ABOUT THIS TASK - Every line of the records below from the line with "content:''; display:block; margin:auto;" up to and including the line with "function write(font, color, halo, rows, align" must be reproduced exactly, and no line outside that range.

GIVEN RECORDS -
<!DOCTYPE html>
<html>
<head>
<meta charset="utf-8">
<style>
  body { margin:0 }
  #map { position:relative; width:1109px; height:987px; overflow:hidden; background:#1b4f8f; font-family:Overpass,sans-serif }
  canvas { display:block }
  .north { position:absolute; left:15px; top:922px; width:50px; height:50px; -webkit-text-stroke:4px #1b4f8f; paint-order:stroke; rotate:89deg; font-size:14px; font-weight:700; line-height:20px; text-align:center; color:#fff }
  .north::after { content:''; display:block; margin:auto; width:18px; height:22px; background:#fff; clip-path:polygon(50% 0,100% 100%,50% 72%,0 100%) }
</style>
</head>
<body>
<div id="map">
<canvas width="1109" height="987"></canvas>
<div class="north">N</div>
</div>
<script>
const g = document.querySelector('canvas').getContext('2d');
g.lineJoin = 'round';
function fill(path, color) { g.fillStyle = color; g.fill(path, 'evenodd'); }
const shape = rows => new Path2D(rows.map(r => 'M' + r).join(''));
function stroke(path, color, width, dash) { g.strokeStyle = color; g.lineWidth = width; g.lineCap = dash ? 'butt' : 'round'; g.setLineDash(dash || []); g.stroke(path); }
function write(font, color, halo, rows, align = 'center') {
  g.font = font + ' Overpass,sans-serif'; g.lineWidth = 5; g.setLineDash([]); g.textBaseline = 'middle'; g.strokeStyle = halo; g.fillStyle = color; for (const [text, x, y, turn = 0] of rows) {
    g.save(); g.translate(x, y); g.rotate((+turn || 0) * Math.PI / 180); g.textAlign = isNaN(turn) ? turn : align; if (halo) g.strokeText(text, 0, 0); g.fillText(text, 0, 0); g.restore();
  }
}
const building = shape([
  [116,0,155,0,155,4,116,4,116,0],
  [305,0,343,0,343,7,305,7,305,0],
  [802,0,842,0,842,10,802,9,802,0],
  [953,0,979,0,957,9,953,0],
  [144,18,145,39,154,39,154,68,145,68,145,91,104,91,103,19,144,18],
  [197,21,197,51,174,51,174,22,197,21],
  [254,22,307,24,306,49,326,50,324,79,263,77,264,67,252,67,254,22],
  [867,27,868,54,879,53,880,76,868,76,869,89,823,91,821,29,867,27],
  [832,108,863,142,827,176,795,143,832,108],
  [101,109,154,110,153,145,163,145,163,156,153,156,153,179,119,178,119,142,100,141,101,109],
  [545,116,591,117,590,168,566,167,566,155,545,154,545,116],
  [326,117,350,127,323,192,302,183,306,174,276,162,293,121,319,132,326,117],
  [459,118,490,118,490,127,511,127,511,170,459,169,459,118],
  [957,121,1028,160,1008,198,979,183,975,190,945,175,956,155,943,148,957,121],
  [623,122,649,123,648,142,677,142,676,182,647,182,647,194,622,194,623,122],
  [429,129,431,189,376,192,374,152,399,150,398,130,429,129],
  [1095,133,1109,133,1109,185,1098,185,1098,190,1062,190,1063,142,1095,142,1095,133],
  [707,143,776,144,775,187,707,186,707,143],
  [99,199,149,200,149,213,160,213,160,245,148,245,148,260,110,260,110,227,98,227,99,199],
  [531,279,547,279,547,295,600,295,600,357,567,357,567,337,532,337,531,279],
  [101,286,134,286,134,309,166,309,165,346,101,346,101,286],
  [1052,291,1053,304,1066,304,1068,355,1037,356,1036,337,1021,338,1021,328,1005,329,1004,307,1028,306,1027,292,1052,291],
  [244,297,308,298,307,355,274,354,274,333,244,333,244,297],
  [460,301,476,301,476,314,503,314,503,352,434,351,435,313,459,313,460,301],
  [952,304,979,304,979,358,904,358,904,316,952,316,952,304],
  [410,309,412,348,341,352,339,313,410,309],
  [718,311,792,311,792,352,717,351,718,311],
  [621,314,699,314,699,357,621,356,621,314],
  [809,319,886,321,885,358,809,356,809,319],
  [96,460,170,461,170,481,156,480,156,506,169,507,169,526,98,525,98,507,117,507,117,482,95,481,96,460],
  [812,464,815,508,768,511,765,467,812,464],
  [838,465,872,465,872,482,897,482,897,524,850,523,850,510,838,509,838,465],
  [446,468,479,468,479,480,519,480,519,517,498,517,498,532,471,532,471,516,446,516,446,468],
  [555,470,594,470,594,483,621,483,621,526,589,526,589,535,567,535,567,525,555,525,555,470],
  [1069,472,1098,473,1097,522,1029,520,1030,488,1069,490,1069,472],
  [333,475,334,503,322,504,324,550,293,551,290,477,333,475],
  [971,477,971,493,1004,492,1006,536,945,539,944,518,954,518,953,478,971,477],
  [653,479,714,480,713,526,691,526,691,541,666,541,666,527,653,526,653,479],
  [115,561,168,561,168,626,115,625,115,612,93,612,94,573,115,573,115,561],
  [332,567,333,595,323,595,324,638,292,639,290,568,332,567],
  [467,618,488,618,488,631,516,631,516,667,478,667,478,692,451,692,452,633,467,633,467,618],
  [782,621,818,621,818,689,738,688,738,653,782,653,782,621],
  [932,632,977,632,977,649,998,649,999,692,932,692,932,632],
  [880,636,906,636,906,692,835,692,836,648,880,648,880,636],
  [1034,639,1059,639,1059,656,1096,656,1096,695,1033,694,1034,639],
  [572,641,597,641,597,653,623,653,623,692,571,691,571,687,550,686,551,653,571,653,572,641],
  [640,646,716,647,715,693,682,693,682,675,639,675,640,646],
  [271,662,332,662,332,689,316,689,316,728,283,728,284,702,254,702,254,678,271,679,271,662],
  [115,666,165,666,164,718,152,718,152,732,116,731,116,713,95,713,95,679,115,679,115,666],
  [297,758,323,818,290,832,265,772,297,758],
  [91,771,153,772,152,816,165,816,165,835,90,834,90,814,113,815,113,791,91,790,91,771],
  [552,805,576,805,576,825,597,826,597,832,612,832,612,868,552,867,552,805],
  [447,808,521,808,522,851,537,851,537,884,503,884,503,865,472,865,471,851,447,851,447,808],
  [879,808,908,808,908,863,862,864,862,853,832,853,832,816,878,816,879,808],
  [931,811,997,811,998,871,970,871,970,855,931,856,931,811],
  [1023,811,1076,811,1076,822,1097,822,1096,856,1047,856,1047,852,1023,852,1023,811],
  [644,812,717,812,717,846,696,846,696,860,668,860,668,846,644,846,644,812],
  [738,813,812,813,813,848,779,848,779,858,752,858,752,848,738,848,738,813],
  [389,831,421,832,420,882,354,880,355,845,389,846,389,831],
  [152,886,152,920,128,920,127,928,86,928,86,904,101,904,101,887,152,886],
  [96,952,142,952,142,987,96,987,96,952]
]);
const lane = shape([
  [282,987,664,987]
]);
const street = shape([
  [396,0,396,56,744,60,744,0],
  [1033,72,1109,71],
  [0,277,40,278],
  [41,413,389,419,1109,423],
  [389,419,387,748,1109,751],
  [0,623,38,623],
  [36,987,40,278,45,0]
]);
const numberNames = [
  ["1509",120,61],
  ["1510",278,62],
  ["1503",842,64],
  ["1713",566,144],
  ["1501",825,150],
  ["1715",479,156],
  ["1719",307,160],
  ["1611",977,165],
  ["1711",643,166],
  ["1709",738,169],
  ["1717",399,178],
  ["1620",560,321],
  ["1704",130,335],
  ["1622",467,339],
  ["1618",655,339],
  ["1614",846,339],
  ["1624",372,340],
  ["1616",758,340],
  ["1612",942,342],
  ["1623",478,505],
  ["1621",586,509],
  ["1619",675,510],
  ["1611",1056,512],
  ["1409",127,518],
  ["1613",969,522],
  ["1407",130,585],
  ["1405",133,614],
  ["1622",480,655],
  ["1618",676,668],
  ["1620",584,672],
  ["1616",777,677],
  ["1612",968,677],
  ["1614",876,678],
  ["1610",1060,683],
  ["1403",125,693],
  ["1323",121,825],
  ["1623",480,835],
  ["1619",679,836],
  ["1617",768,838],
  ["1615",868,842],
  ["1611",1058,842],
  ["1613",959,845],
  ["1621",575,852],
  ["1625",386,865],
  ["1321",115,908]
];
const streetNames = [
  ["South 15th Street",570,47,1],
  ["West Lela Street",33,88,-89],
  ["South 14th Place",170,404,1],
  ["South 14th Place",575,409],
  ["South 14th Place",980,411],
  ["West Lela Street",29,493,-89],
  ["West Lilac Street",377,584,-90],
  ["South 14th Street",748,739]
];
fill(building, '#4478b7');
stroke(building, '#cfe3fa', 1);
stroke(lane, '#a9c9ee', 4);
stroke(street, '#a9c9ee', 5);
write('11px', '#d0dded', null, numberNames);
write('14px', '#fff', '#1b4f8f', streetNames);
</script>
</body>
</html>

EXERCISE OUTPUT -
  .north::after { content:''; display:block; margin:auto; width:18px; height:22px; background:#fff; clip-path:polygon(50% 0,100% 100%,50% 72%,0 100%) }
</style>
</head>
<body>
<div id="map">
<canvas width="1109" height="987"></canvas>
<div class="north">N</div>
</div>
<script>
const g = document.querySelector('canvas').getContext('2d');
g.lineJoin = 'round';
function fill(path, color) { g.fillStyle = color; g.fill(path, 'evenodd'); }
const shape = rows => new Path2D(rows.map(r => 'M' + r).join(''));
function stroke(path, color, width, dash) { g.strokeStyle = color; g.lineWidth = width; g.lineCap = dash ? 'butt' : 'round'; g.setLineDash(dash || []); g.stroke(path); }
function write(font, color, halo, rows, align = 'center') {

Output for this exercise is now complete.